======== EXTRACTED MATERIAL

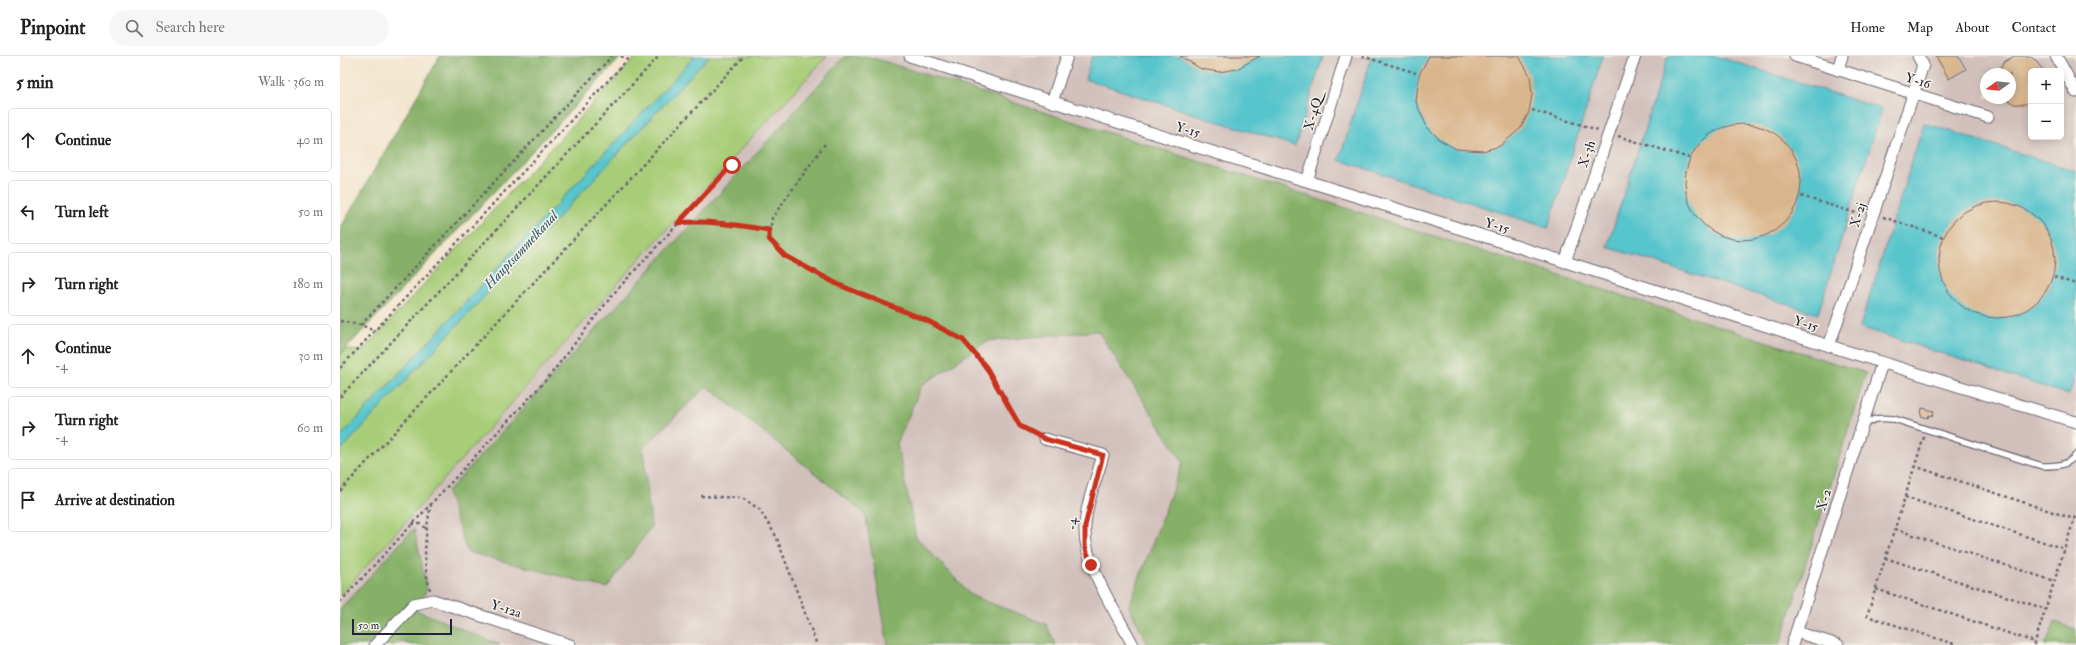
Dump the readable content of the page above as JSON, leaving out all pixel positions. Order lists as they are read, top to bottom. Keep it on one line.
{"streets":{"street":["Y-16","X-4Q","Y-15","X-3h","X-2j","X-2","-4","Y-12a"]},"crossings":[["Y-16","X-2j"],["X-4Q","Y-15"],["Y-15","X-3h"],["Y-15","X-2j"],["Y-15","X-2"]],"water":["Hauptsammelkanal"],"scale_bar":"50 m","north":"left","page":{"header":"Pinpoint","search":"Search here","nav":["Home","Map","About","Contact"],"heading":["5 min","Walk · 360 m"],"map_buttons":["+","−"],"list":[["Continue","40 m"],["Turn left","50 m"],["Turn right","180 m"],["Continue","-4","30 m"],["Turn right","-4","60 m"],"Arrive at destination"],"scale":"50 m"}}
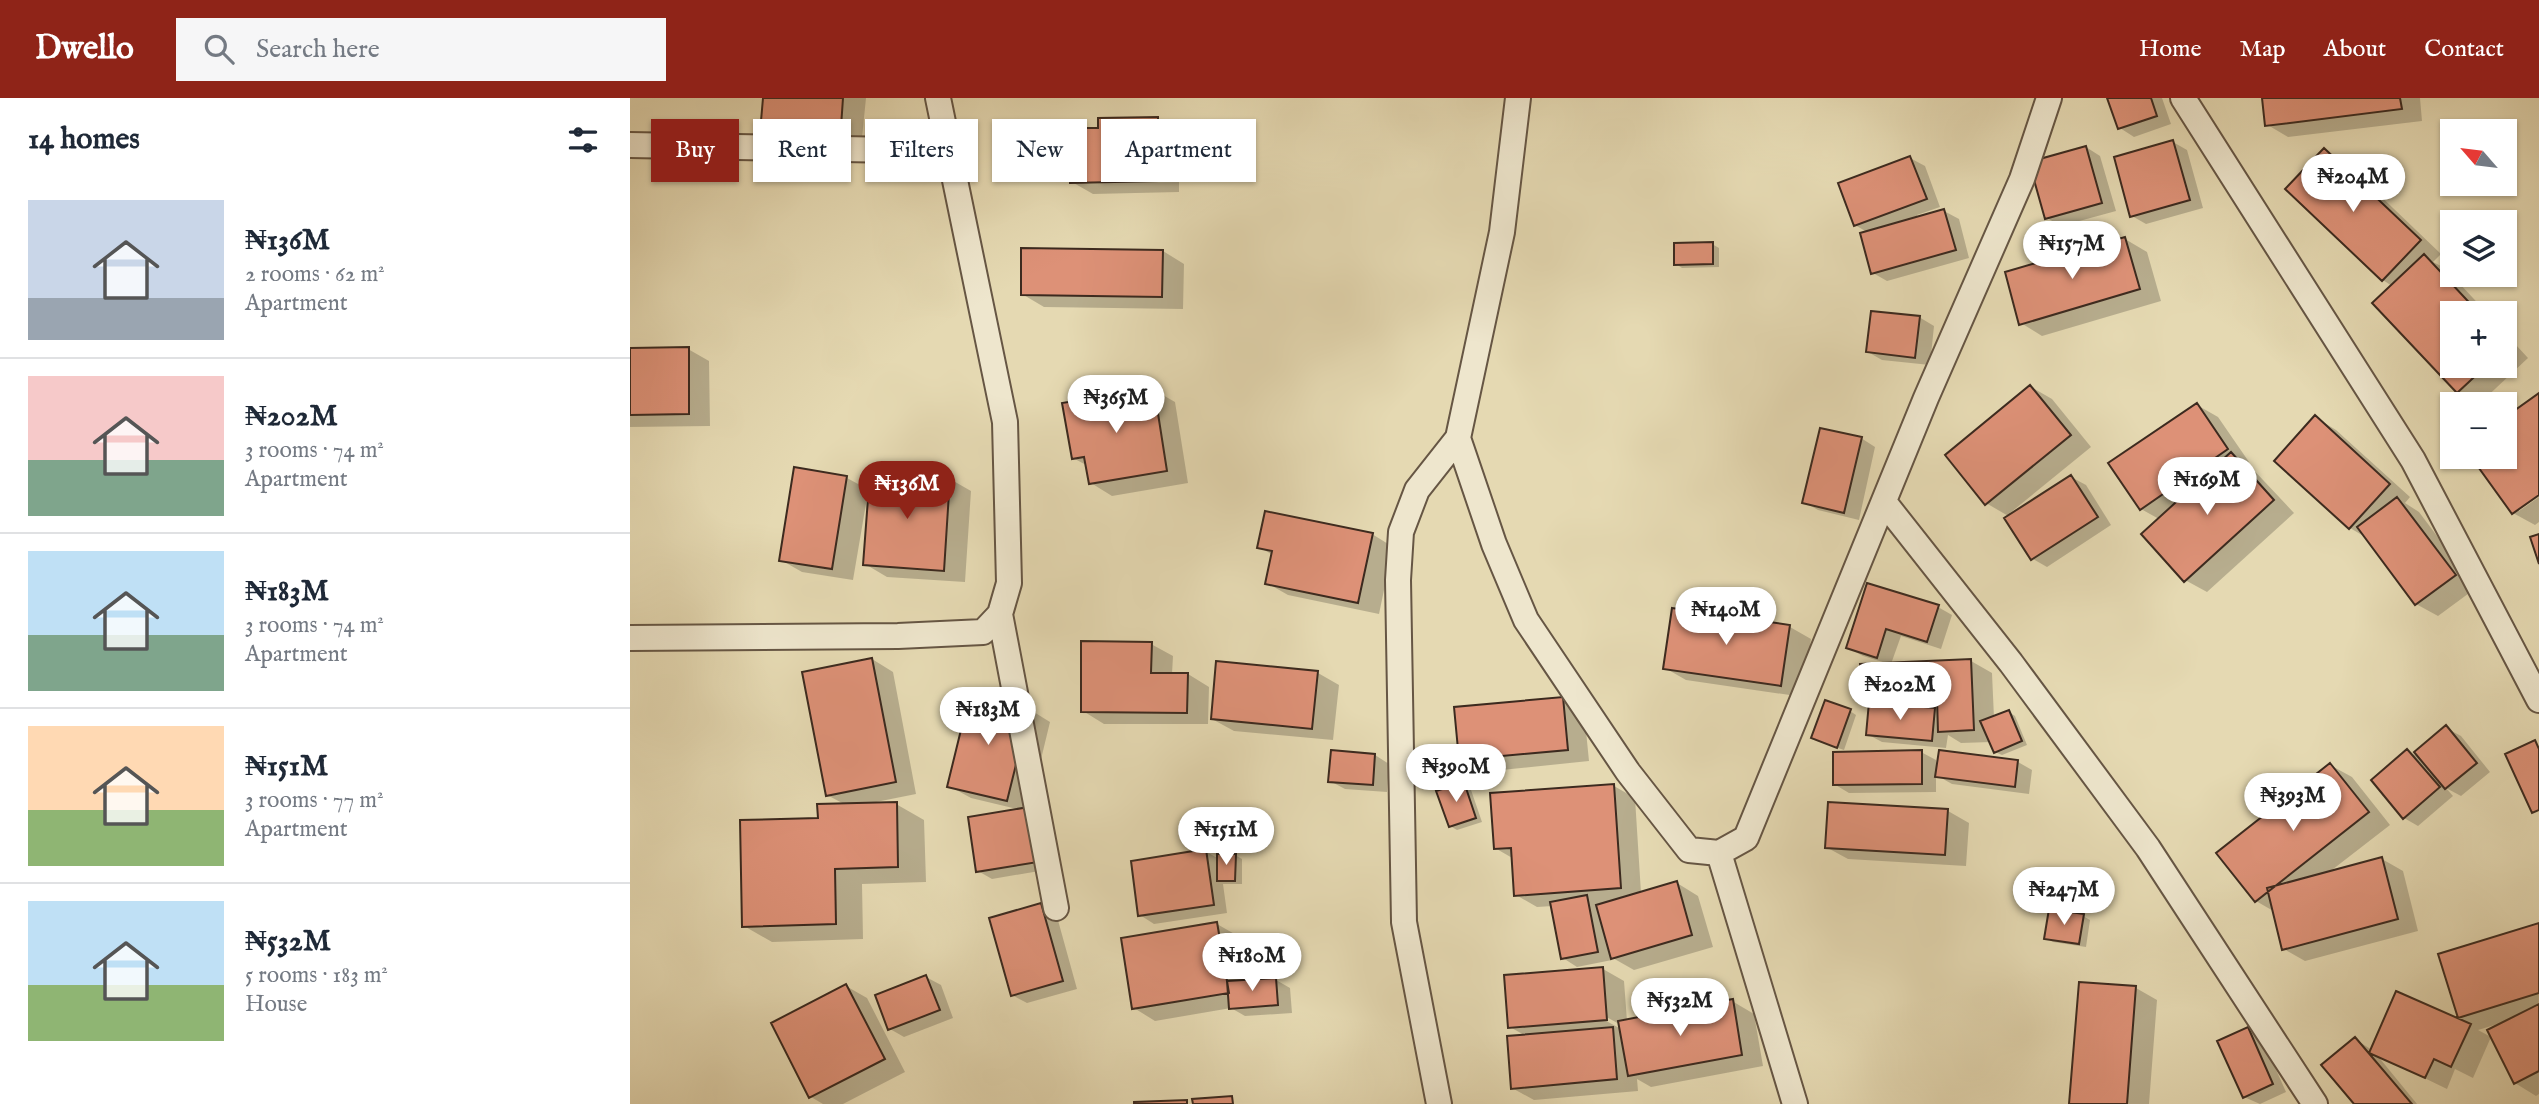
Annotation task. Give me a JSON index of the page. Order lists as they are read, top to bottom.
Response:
{
  "north": "top left",
  "page": {
    "header": "Dwello",
    "search": "Search here",
    "nav": [
      "Home",
      "Map",
      "About",
      "Contact"
    ],
    "heading": "14 homes",
    "map_buttons": ["+", "−"],
    "chip": [
      "Buy",
      "Rent",
      "Filters",
      "New",
      "Apartment"
    ],
    "price": [
      "₦204M",
      "₦157M",
      "₦365M",
      "₦169M",
      "₦136M",
      "₦140M",
      "₦202M",
      "₦183M",
      "₦390M",
      "₦393M",
      "₦151M",
      "₦247M",
      "₦180M",
      "₦532M"
    ],
    "list": [
      {
        "name": "₦136M",
        "note": "2 rooms · 62 m² · Apartment"
      },
      {
        "name": "₦202M",
        "note": "3 rooms · 74 m² · Apartment"
      },
      {
        "name": "₦183M",
        "note": "3 rooms · 74 m² · Apartment"
      },
      {
        "name": "₦151M",
        "note": "3 rooms · 77 m² · Apartment"
      },
      {
        "name": "₦532M",
        "note": "5 rooms · 183 m² · House"
      }
    ]
  }
}
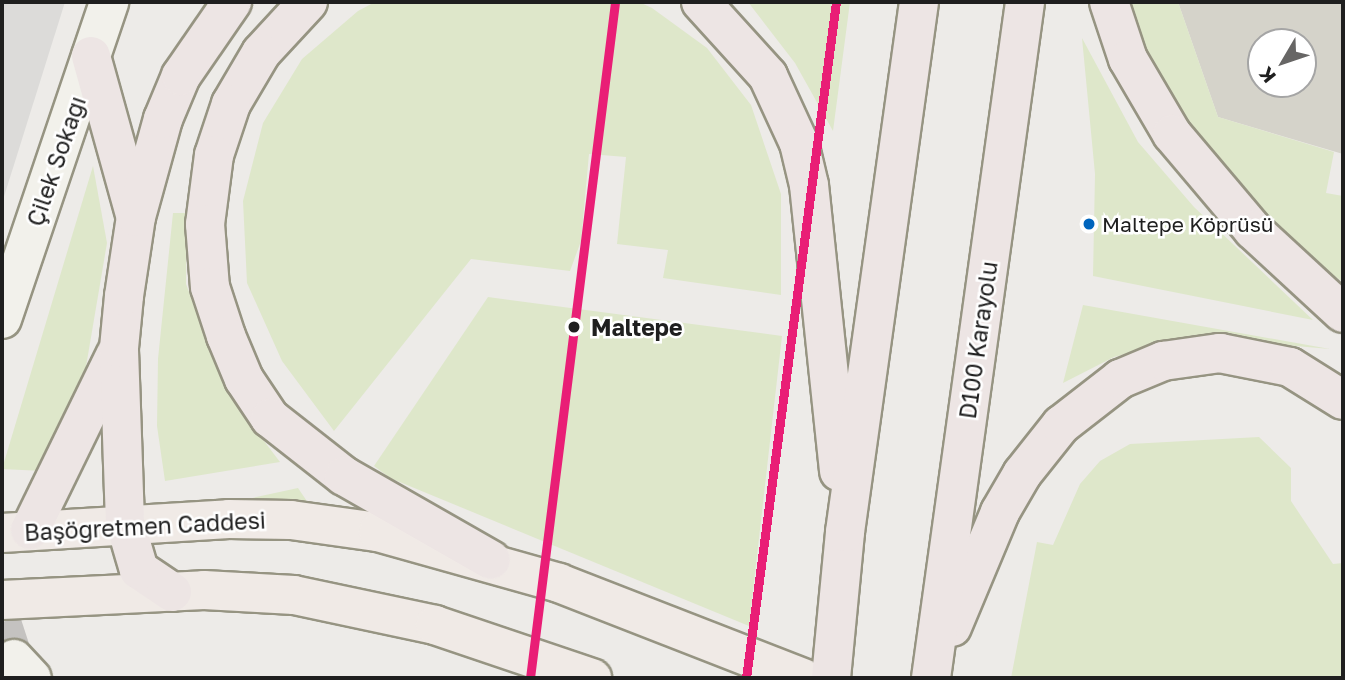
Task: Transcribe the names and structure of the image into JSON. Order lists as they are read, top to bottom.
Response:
{
  "streets": {
    "highway": ["D100 Karayolu"],
    "main road": ["Çilek Sokağı", "Başöğretmen Caddesi"]
  },
  "places": ["Maltepe Köprüsü", "Maltepe"],
  "north": "bottom left"
}
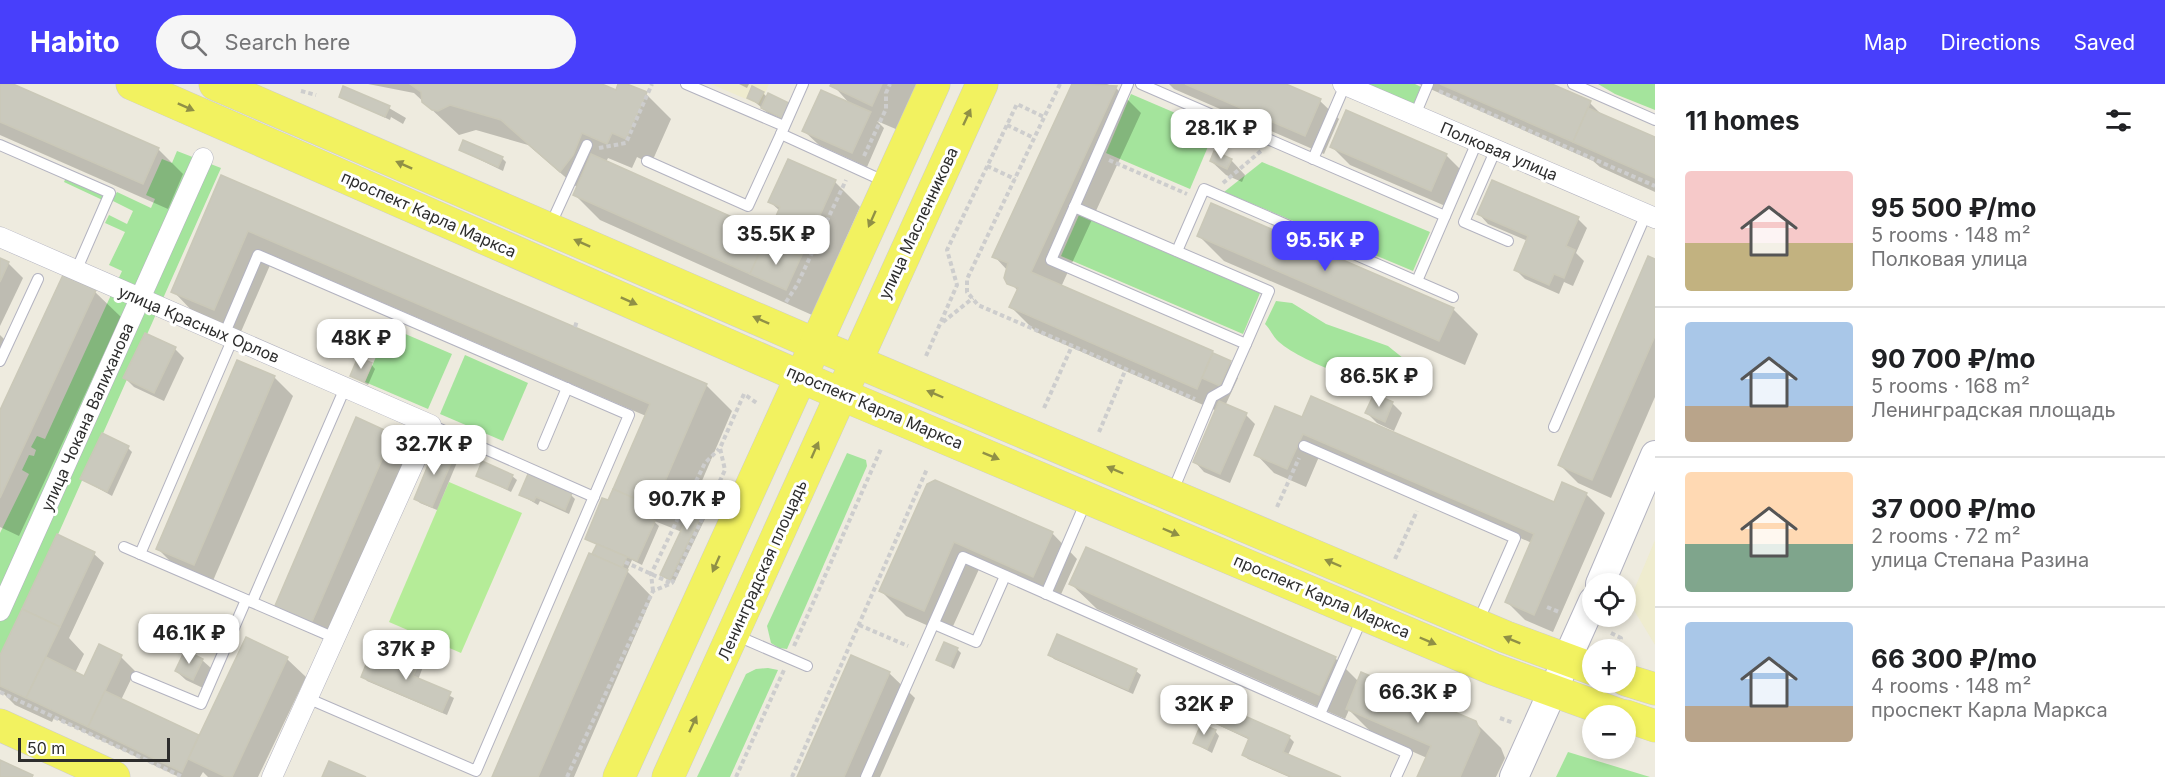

================

EXERCISE OBJECTIVE: Reproduce every record in full. Leave out the images.

RESPONSE TO THIS TASK:
Dump the readable content of the page above as JSON, leaving out all pixel positions. Order lists as they are read, top to bottom. Keep it on one line.
{"streets":{"street":["Y-16","X-4Q","Y-15","X-3h","X-2j","X-2","-4","Y-12a"]},"crossings":[["Y-16","X-2j"],["X-4Q","Y-15"],["Y-15","X-3h"],["Y-15","X-2j"],["Y-15","X-2"]],"water":["Hauptsammelkanal"],"scale_bar":"50 m","north":"left","page":{"header":"Pinpoint","search":"Search here","nav":["Home","Map","About","Contact"],"heading":["5 min","Walk · 360 m"],"map_buttons":["+","−"],"list":[["Continue","40 m"],["Turn left","50 m"],["Turn right","180 m"],["Continue","-4","30 m"],["Turn right","-4","60 m"],"Arrive at destination"],"scale":"50 m"}}
Annotation task. Give me a JSON index of the page. Order lists as they are read, top to bottom.
Response:
{
  "north": "top left",
  "page": {
    "header": "Dwello",
    "search": "Search here",
    "nav": [
      "Home",
      "Map",
      "About",
      "Contact"
    ],
    "heading": "14 homes",
    "map_buttons": ["+", "−"],
    "chip": [
      "Buy",
      "Rent",
      "Filters",
      "New",
      "Apartment"
    ],
    "price": [
      "₦204M",
      "₦157M",
      "₦365M",
      "₦169M",
      "₦136M",
      "₦140M",
      "₦202M",
      "₦183M",
      "₦390M",
      "₦393M",
      "₦151M",
      "₦247M",
      "₦180M",
      "₦532M"
    ],
    "list": [
      {
        "name": "₦136M",
        "note": "2 rooms · 62 m² · Apartment"
      },
      {
        "name": "₦202M",
        "note": "3 rooms · 74 m² · Apartment"
      },
      {
        "name": "₦183M",
        "note": "3 rooms · 74 m² · Apartment"
      },
      {
        "name": "₦151M",
        "note": "3 rooms · 77 m² · Apartment"
      },
      {
        "name": "₦532M",
        "note": "5 rooms · 183 m² · House"
      }
    ]
  }
}
Task: Transcribe the names and structure of the image into JSON. Order lists as they are read, top to bottom.
Response:
{
  "streets": {
    "highway": ["D100 Karayolu"],
    "main road": ["Çilek Sokağı", "Başöğretmen Caddesi"]
  },
  "places": ["Maltepe Köprüsü", "Maltepe"],
  "north": "bottom left"
}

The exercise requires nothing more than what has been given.